Service Measurements
  Average Velocity, All Trains (Miles Per Hour)     20.3       21.1       (4 )%
    Average System Dwell Time (Hours)     28.7       25.3       (13 )
    Average Total Cars-On-Line     233,271       229,926       (1 )
    On-Time Originations     49.0 %     62.0 %     (21 )
    On-Time Arrivals     40.9 %     56.9 %     (28 )

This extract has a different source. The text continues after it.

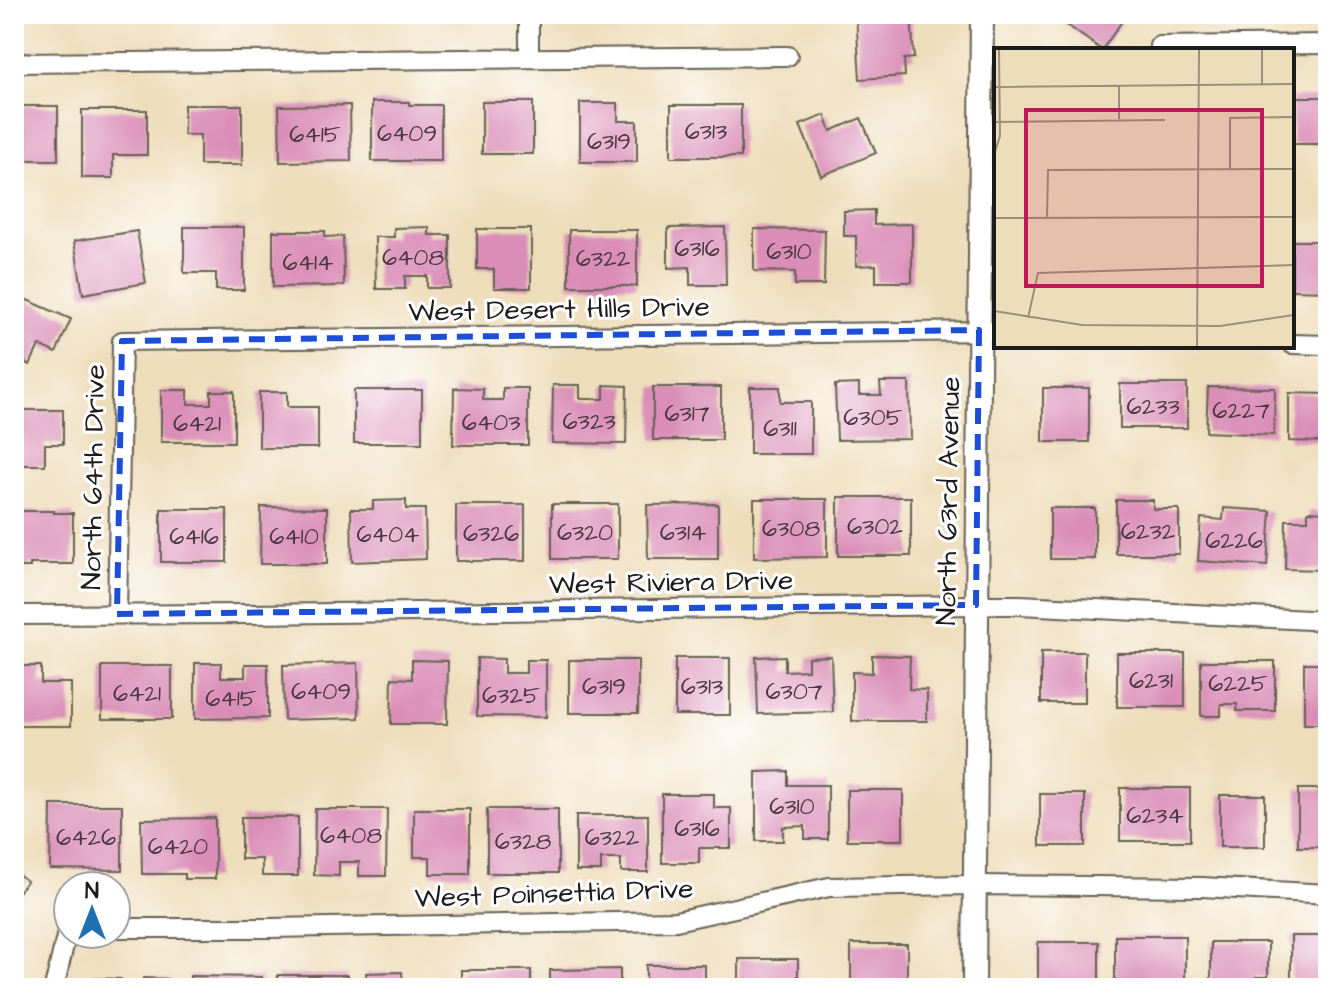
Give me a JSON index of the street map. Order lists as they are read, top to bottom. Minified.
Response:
{"streets":{"street":["West Desert Hills Drive","North 64th Drive","North 63rd Avenue","West Riviera Drive","West Poinsettia Drive"]},"crossings":[["West Desert Hills Drive","North 64th Drive"],["West Desert Hills Drive","North 63rd Avenue"],["North 64th Drive","West Riviera Drive"],["North 63rd Avenue","West Riviera Drive"],["North 63rd Avenue","West Poinsettia Drive"]],"house_numbers":["6313","6409","6415","6319","6316","6310","6408","6322","6414","6233","6227","6317","6305","6323","6403","6421","6311","6302","6308","6232","6320","6314","6326","6404","6416","6410","6226","6231","6225","6319","6313","6409","6307","6421","6325","6415","6310","6234","6316","6408","6426","6322","6328","6420"],"north":"top"}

    Average Recrews (Per Day)     62.6       49.7       (26 )%
 
(a) Amounts for 2004 are estimated.
Implementation of the ONE Plan
      The ONE Plan was a major initiative launched across the CSX network in the third quarter of 2004 aimed at improving network performance. The first phase of the ONE Plan included a complete redesign of the operating plan for automotive and merchandise shipments to improve service consistency and efficiency by reducing terminal handlings and routing miles. With the new operating plan in place, management focused on consistent execution and refining the plan in response to changing shipment volumes and flows. Early results were promising, with key measures improving sequentially from the third to the fourth quarter of 2004.
Expenses
      CSX follows a 52/53 week fiscal reporting calendar. Fiscal year 2004 consisted of a 53-week year ending on December 31, 2004. Fiscal year 2003 consisted of 52 weeks ending on December 26, 2003.